Ironisnya, isu-isu tersebut sering kalah sorotan dibandingkan agenda politik, pembangunan infrastruktur berskala besar, atau polemik jangka pendek lainnya. Berikut adalah lima permasalahan mendasar yang perlu mendapat sorotan lebih luas.
1. Ketimpangan Akses Kesehatan
Meskipun Indonesia memiliki program Jaminan Kesehatan Nasional (JKN) yang digadang-gadang sebagai sistem asuransi terbesar di dunia dengan 252 juta peserta per 2024 (BPJS Kesehatan), kenyataannya akses layanan kesehatan belum merata.

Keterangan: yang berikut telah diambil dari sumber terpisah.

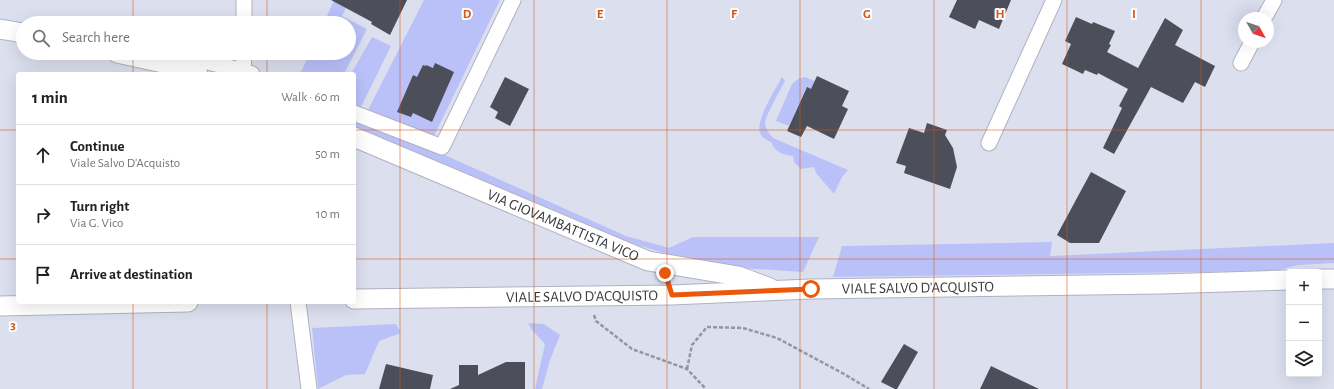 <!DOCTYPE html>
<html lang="en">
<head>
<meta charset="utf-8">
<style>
	:root { --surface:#fff; --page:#f2f2f2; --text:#202124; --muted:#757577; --line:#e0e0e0 }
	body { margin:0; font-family:"Alegreya Sans",sans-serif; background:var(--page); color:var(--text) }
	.controls { position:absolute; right:12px; bottom:12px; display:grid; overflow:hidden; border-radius:4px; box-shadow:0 4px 16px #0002 }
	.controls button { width:36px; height:36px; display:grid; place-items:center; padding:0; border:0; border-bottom:1px solid var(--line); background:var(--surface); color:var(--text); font:20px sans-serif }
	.compass { position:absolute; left:1238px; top:12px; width:36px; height:36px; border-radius:50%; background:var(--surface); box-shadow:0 4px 16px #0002; rotate:130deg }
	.stop { position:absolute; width:12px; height:12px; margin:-9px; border:3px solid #ea580c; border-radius:50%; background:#fff }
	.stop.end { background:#ea580c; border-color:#fff; box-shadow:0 1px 4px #0008 }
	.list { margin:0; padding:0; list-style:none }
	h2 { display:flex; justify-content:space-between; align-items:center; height:52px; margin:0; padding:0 16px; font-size:17px }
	h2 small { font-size:13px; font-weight:400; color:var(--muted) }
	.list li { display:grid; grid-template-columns:26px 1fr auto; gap:12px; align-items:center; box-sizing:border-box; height:60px; padding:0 16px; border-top:1px solid var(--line) }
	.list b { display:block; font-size:15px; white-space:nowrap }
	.list p { margin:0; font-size:13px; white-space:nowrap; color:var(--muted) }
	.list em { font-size:13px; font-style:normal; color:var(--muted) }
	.icon { flex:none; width:22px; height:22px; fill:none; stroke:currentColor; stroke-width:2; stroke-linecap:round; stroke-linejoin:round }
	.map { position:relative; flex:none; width:1334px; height:389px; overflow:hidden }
	.search { position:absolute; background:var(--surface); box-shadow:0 4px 16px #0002; left:16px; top:16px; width:340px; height:44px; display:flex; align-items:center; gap:10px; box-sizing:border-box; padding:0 14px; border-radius:22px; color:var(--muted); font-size:15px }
	.panel { position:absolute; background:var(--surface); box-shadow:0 4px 16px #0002; left:16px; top:72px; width:340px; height:232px; border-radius:4px }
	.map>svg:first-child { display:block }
	.green { fill:#bac1f9 }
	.building { fill:#4c4e5a }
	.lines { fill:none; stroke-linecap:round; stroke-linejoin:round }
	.minor-casing { stroke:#b0b2c1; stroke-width:17 }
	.tertiary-casing { stroke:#b0b2c1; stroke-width:21 }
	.path { stroke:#9496a1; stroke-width:2.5; stroke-dasharray:4 2; stroke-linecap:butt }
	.minor { stroke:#fff; stroke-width:15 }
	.tertiary { stroke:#fff; stroke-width:19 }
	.route { stroke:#ea580c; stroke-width:5 }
	.grid { fill:none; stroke:#d75611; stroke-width:1; stroke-opacity:0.55 }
	.labels { text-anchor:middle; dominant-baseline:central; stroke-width:4; stroke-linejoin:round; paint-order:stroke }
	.street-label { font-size:15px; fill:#3a3b41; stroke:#fff }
	.grid-label { font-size:13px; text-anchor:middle; font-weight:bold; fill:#d75611; stroke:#fff; stroke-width:4; stroke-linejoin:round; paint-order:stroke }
</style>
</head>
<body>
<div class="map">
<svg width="1334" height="389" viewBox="0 0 1334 389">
	<rect width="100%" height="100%" fill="#dcdfee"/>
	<!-- green -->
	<path class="green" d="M 334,0 L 350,0 L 342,16 L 367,29 L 344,74 L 300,74 L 310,53 L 349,53 L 349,23 L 324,23 Z
		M 424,0 L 500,0 L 434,136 L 384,116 L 382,119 L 368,112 L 369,108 Z
		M 372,37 L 391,46 L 362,105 L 358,110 L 354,109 L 354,74 L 351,74 Z
		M 782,77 L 785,81 C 781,89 765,116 765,124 C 766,129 769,134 773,138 L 848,170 L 842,177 L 834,194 L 816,173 L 814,167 L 801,169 L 794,162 L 793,156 C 783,155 775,152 771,142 C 768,140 763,139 761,135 C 753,123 776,89 782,77 Z
		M 805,77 L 815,81 L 811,89 L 806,88 L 789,126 L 776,121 L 792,84 L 798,79 Z
		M 354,117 L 429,148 L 626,236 L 669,248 L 693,237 L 819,237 L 803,272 L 741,268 L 664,253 L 628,242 L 564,214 L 354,128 Z
		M 1052,242 L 1050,256 L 1334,243 L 1334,263 L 1297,265 L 1275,271 L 833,277 L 842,246 Z
		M 528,323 L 544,324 L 560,335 L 550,360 L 542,389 L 535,389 L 545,344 L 532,330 Z
		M 396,324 L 401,333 L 379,341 L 365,374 L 346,375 L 318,389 L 312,328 Z"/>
	<!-- building -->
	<path class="building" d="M 331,0 L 407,0 L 390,35 L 371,24 L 372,22 Z
		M 957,0 L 1011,0 L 999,29 L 979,20 L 975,29 L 949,17 Z
		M 1076,17 L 1092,24 L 1093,22 L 1115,31 L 1109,44 L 1111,45 L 1107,52 L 1138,68 L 1165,18 L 1183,30 L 1175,45 L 1215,66 L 1205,87 L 1195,82 L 1183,103 L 1151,87 L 1114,154 L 1103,148 L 1122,108 L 1119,106 L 1128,89 L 1098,73 L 1097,75 L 1085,70 L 1083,74 L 1062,64 L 1071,44 L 1065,41 Z
		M 435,63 L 454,72 L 432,122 L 413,113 L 411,117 L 397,112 L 413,75 L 417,77 L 423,65 L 426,66 L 426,65 L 433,68 Z
		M 817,76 L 849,91 L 842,106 L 848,109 L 834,139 L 807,126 L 801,137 L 787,131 L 807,87 L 811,89 Z
		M 505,77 L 529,89 L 510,126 L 495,118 L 498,112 L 490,107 Z
		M 927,123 L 947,130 L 945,135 L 953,148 L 957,167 L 950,189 L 904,173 L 906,166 L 896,163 L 909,128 L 924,133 Z
		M 1091,172 L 1126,191 L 1099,243 L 1070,243 L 1057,235 Z
		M 904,344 L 918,352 L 897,389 L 895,389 L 881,382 Z
		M 506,362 L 525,362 L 525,389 L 450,389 L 459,385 L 459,365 L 478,365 L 478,375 Z
		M 386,364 L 433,375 L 430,389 L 379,389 Z
		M 991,366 L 1039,389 L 980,389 Z"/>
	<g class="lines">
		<defs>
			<path id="minor" d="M 244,0 L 244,23
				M 1264,18 L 1274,0
				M 1241,63 L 1252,42
				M 172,65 L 187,57 L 244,71 L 252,74
				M 243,74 L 244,53
				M 354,113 L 442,147 L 513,0
				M 989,143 L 1054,0
				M 298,302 L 309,389"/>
			<g id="tertiary">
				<path d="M 0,29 L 23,33"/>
				<path d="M 117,53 L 172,65 L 198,74"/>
				<path id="s1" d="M 354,137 L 648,261 L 738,276 L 770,288"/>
				<path d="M 1319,279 L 1334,279"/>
				<path id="s2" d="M 354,299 L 672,295 L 811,289 L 1161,284 L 1289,280"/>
				<path d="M 0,306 L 188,302"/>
			</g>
		</defs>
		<!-- minor casing -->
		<use href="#minor" class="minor-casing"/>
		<!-- tertiary casing -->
		<use href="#tertiary" class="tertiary-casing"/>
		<!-- path -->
		<path class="path" d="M 594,315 L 596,321 L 632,349 L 687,369 L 706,389
			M 687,369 L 692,345 L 707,327 L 743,328 L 777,338 L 844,374 L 869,389"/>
		<!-- minor -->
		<use href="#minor" class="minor"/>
		<!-- tertiary -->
		<use href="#tertiary" class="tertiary"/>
	</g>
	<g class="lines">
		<!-- route -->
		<path class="route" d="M 665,273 L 672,295 L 811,289"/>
	</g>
	<!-- grid -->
	<path class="grid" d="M 133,0 L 133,23M 267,0 L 267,23M 400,0 L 400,389M 534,0 L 534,389M 667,0 L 667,389M 800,0 L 800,389M 934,0 L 934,389M 1067,0 L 1067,389M 1201,0 L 1201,389M 133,53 L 133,74M 267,53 L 267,74M 0,130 L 18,130M 354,130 L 1334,130M 0,259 L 18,259M 354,259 L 1334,259M 133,302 L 133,389M 267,302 L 267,389"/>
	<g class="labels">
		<!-- street labels -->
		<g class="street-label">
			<text stroke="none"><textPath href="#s1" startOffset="227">VIA GIOVAMBATTISTA VICO</textPath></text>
			<text stroke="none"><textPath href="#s2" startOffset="564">VIALE SALVO D'ACQUISTO</textPath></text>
			<text stroke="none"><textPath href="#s2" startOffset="228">VIALE SALVO D'ACQUISTO</textPath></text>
		</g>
	</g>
	<g class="grid-label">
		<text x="467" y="18">D</text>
		<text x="600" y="18">E</text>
		<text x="734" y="18">F</text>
		<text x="867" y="18">G</text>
		<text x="1000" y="18">H</text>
		<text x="1134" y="18">I</text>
		<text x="13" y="329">3</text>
	</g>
</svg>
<div class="controls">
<button>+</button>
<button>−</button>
<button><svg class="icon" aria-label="layers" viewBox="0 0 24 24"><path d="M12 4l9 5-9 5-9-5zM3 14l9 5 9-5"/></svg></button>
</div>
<svg class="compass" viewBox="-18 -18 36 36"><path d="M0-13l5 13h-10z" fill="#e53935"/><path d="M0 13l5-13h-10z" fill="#757577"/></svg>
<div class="stop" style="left:811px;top:289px"></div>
<div class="stop end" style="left:665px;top:273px"></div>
<div class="search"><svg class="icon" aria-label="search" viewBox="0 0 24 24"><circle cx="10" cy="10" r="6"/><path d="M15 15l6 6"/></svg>Search here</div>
<section class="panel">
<h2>1 min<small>Walk · 60 m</small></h2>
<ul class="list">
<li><svg class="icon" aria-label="ahead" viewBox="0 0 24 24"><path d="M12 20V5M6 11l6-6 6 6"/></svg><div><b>Continue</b><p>Viale Salvo D'Acquisto</p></div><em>50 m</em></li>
<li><svg class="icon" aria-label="right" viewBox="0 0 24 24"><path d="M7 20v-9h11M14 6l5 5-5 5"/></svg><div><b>Turn right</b><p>Via G. Vico</p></div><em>10 m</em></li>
<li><svg class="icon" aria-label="arrive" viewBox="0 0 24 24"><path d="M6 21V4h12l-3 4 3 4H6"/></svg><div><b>Arrive at destination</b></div></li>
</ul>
</section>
</div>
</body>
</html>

Data Kementerian Kesehatan menunjukkan bahwa rasio dokter di Indonesia masih 0,47 per 1.000 penduduk (2023), jauh di bawah standar WHO yaitu 1 per 1.000 penduduk. Kondisi lebih buruk terjadi di daerah terpencil seperti Papua, Maluku, atau Nusa Tenggara, di mana masyarakat harus menempuh perjalanan berjam-jam bahkan berhari-hari untuk mencapai fasilitas kesehatan dasar.
Di sisi lain, masalah malnutrisi dan stunting masih menghantui. Laporan UNICEF (2023) menyebut 1 dari 5 anak Indonesia mengalami stunting. Meski pemerintah mengklaim angka stunting turun, penanganan sering kali bersifat seremonial dan tidak menyentuh akar persoalan: kemiskinan, akses pangan sehat, serta pola asuh keluarga.
2. Kualitas Pendidikan yang Tidak Merata
Pendidikan masih menjadi jalan utama untuk memutus rantai kemiskinan, tetapi kualitasnya di Indonesia sangat timpang. Data dari World Bank (2022) menunjukkan learning poverty di Indonesia mencapai 53%, artinya lebih dari separuh anak usia 10 tahun tidak mampu membaca dan memahami teks sederhana.
Sementara itu, guru masih dihadapkan pada persoalan klasik: distribusi yang tidak merata, kesejahteraan rendah, hingga kurikulum yang berubah-ubah mengikuti dinamika politik. Daerah perkotaan cenderung memiliki fasilitas lebih lengkap, sementara di desa-desa banyak sekolah yang kekurangan tenaga pengajar dan sarana belajar.
Ironisnya, diskursus pendidikan di level pemerintahan sering berhenti pada isu ujian nasional, kurikulum baru, atau pembangunan gedung, padahal persoalan mendasar terletak pada kualitas pembelajaran dan kesenjangan akses.